Table 3. Bottoming cycle design parameters and GTCC performance.

Components		Parameters	Simulation
Bottoming cycle	Condenser	Pressure (kPa)	5.08
		Steam flow rate (kg/s)	100.13
	HP/IP/LP ST	Inlet pressure (kPa)	18,800/5000/500
		Inlet temperature (°C)	595/590/268
		Isentropic efficiency (%)	90
	HP/IP/LP Pump	Isentropic efficiency (%)	80
		Motor efficiency (%)	95
	HRSG	Pinch point temperature (°C)	10
		Exhaust temperature (°C)	84.9
GTCC	Performance	Exhaust pressure loss (%)	3.4
		Generator efficiency (%)	98.8
		Net power (MW)	427
		Net efficiency (%)	60.5

.

The isentropic efficiency of each steam turbine was assumed to be 90%. Each pressure level of the HRSG included an economizer, an evaporator, and a superheater. The intermediate pressure level also included a reheater. All the heat exchangers were assumed to be of the counter flow type. The bottoming cycle power output was defined using Equation (3).

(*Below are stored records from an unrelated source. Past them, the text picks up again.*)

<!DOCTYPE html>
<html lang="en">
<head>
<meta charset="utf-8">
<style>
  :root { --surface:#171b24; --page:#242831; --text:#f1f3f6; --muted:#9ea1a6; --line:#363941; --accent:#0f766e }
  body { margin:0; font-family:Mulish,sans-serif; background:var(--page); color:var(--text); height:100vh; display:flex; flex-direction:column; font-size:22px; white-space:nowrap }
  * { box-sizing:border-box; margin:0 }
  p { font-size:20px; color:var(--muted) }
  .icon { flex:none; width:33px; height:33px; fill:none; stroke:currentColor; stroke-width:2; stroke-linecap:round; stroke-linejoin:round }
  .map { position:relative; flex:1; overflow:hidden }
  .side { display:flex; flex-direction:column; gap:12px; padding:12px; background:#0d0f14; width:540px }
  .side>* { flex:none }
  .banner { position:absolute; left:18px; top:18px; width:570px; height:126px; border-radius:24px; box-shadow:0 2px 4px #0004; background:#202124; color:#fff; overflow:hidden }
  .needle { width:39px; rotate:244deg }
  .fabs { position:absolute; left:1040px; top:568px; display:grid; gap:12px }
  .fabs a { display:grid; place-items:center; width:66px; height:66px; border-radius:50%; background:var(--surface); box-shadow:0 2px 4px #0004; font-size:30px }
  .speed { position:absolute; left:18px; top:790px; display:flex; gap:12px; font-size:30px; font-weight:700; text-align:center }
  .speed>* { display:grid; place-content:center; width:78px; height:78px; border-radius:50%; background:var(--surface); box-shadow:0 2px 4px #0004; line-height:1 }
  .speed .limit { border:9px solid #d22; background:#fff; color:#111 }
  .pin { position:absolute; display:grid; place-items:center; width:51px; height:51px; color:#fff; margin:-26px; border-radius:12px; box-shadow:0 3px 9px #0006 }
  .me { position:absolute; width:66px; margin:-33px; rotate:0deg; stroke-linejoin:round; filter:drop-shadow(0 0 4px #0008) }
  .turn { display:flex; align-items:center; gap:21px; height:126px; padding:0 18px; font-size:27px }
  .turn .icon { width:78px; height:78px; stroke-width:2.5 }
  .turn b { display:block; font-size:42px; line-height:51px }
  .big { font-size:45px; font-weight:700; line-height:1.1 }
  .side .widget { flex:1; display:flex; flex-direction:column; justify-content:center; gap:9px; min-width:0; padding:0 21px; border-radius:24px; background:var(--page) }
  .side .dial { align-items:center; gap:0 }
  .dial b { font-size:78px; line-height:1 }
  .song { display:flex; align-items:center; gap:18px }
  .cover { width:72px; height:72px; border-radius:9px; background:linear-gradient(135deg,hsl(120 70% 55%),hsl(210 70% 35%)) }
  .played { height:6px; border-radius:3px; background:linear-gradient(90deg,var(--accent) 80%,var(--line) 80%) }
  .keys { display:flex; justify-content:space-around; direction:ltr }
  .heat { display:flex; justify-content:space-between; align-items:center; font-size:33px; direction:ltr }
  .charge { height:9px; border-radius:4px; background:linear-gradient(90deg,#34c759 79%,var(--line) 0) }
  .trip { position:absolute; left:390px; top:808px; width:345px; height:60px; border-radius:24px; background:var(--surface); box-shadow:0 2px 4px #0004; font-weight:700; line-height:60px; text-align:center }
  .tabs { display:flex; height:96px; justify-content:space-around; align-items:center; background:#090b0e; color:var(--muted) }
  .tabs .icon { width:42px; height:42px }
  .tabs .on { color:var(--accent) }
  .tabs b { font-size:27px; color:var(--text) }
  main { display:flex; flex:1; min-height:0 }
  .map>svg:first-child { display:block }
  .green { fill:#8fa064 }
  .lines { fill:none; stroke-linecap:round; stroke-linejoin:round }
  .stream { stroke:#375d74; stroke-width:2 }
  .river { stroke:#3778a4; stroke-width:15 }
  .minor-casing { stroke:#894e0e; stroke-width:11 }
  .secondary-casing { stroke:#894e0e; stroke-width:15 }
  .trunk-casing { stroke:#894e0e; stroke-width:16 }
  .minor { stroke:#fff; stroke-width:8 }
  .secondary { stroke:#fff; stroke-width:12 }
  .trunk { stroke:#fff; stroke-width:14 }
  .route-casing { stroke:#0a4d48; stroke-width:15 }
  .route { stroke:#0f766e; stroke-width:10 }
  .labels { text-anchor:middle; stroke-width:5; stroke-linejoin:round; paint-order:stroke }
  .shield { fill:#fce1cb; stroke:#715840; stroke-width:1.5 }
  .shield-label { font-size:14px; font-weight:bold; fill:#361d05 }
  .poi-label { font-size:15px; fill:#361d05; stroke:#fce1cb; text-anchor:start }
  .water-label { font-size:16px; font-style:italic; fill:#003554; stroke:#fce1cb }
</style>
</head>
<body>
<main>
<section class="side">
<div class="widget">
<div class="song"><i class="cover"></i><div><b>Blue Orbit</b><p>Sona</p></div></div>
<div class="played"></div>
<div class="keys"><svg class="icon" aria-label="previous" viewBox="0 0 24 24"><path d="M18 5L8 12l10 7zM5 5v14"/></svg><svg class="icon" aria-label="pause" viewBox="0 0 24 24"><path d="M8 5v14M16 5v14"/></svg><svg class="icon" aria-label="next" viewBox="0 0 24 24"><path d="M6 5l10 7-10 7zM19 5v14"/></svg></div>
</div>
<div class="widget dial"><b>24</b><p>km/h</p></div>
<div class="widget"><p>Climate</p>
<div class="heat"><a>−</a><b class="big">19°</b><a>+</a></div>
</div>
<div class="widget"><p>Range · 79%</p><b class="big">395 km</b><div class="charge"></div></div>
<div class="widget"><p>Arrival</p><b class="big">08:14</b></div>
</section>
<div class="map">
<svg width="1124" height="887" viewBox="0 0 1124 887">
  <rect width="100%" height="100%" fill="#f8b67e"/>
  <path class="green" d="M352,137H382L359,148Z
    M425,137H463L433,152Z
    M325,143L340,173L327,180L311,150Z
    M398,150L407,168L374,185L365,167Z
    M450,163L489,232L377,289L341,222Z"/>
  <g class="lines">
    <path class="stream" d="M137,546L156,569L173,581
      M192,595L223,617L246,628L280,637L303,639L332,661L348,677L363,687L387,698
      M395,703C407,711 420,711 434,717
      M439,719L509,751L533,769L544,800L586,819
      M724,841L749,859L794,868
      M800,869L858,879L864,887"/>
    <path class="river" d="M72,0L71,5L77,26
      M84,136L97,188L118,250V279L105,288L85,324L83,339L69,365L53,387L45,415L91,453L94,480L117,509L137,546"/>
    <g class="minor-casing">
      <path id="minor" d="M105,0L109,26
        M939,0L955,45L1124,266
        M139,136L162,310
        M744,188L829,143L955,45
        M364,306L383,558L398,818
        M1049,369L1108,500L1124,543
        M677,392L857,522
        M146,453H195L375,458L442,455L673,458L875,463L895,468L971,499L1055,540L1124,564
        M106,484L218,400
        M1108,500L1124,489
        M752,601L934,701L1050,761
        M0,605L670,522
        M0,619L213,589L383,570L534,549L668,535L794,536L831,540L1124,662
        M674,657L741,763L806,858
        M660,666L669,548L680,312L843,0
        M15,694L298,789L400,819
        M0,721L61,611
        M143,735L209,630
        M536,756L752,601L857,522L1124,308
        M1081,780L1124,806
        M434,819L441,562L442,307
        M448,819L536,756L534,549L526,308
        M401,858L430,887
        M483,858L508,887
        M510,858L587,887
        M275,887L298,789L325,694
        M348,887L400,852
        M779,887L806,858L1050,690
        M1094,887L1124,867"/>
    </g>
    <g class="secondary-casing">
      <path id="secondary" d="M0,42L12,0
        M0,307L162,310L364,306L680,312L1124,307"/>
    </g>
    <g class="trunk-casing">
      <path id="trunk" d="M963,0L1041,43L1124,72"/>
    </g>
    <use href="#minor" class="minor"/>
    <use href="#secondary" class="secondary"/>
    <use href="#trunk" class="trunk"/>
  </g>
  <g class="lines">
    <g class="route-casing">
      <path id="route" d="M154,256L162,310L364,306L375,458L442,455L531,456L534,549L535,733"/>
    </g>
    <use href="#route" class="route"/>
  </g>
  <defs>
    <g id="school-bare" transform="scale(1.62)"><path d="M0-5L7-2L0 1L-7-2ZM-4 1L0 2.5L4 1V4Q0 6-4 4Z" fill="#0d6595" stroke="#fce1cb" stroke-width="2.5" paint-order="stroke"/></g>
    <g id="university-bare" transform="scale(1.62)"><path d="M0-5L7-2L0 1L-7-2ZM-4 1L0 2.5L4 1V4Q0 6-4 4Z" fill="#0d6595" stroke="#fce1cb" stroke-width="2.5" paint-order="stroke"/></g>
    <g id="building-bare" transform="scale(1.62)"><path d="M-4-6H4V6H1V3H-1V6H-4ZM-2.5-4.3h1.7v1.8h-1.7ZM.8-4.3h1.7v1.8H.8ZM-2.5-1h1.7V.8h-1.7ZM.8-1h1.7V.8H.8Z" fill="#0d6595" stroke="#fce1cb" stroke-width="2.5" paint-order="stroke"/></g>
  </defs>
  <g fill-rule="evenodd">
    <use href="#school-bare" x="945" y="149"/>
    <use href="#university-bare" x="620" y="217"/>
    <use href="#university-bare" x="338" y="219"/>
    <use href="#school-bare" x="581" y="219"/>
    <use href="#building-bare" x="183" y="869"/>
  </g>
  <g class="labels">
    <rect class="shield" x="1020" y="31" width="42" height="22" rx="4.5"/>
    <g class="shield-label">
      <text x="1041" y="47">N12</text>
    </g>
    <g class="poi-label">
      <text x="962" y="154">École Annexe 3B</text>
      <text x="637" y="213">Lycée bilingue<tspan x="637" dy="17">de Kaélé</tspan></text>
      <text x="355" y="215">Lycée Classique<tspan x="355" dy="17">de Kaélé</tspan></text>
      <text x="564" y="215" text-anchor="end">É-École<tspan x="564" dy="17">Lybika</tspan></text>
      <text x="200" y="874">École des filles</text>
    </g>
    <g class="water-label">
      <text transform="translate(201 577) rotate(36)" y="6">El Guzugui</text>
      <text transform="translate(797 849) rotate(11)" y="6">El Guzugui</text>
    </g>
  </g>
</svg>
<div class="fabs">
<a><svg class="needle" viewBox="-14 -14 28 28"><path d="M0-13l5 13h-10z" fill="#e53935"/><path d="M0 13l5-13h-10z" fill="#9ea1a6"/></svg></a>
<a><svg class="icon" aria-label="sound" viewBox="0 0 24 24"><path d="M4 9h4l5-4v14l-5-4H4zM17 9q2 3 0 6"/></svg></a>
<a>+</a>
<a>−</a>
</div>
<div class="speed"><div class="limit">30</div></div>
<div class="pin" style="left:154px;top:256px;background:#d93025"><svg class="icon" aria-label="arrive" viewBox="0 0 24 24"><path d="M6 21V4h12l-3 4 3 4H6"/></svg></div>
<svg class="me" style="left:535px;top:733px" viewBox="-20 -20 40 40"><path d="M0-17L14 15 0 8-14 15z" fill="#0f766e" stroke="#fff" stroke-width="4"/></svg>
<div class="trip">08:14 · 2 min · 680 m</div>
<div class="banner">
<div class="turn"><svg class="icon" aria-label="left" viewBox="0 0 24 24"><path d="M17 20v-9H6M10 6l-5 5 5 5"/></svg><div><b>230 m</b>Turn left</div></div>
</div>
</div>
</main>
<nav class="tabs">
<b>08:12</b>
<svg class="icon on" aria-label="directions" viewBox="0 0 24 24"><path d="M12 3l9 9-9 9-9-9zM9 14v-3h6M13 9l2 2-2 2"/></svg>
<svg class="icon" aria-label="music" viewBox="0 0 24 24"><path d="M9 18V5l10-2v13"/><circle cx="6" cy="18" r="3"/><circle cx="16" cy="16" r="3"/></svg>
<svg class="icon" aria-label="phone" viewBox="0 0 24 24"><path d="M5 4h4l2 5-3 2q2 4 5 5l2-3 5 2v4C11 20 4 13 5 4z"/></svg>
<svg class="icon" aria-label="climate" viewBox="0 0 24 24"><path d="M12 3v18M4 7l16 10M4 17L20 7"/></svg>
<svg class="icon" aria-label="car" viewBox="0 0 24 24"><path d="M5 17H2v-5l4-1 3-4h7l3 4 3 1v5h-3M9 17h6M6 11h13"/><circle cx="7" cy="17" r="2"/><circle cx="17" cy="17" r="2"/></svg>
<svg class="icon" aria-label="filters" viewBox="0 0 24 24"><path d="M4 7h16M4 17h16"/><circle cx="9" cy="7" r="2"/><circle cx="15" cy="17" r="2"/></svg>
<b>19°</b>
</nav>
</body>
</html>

$${\dot{W}}_{ST}=\left({\dot{W}}_{ST,HP }+{\dot{W}}_{ST,IP}+{\dot{W}}_{ST,LP}){\eta }_{gen}-({\dot{W}}_{P,HP}+{\dot{W}}_{P,IP}+{\dot{W}}_{P,LP}\right)/\left({\eta }_{pump}{\eta }_{motor}\right)$$

(3)

The net power and net efficiency of GTCC were defined using Equations (4) and (5), respectively.

$${\dot{W}}_{GTCC}={\dot{W}}_{GT}+{\dot{W}}_{ST}$$

(4)

$${\eta }_{GTCC}=\frac{{\dot{W}}_{GTCC}}{{\left(\dot{m}\times LHV\right)}_{Fuel}}$$

(5)

The calculated design-point performance of the GTCC is also shown in Table 3. The results showed good agreement with the reference performance data available in the literature, indicating that the overall GTCC modeling was acceptable.

2.2.2. Off-Design Model of the GTCC

An off-design analysis is required to predict the performance changes resulting from the change in fuel, ambient conditions, and load. The efficiency, flow rate, and exhaust gas composition of the GT change with variations in the ambient temperature, electric load, and fuel composition. The changes in the GT operation affect the power output of the steam turbine, leading to changes in the performance of the GTCC.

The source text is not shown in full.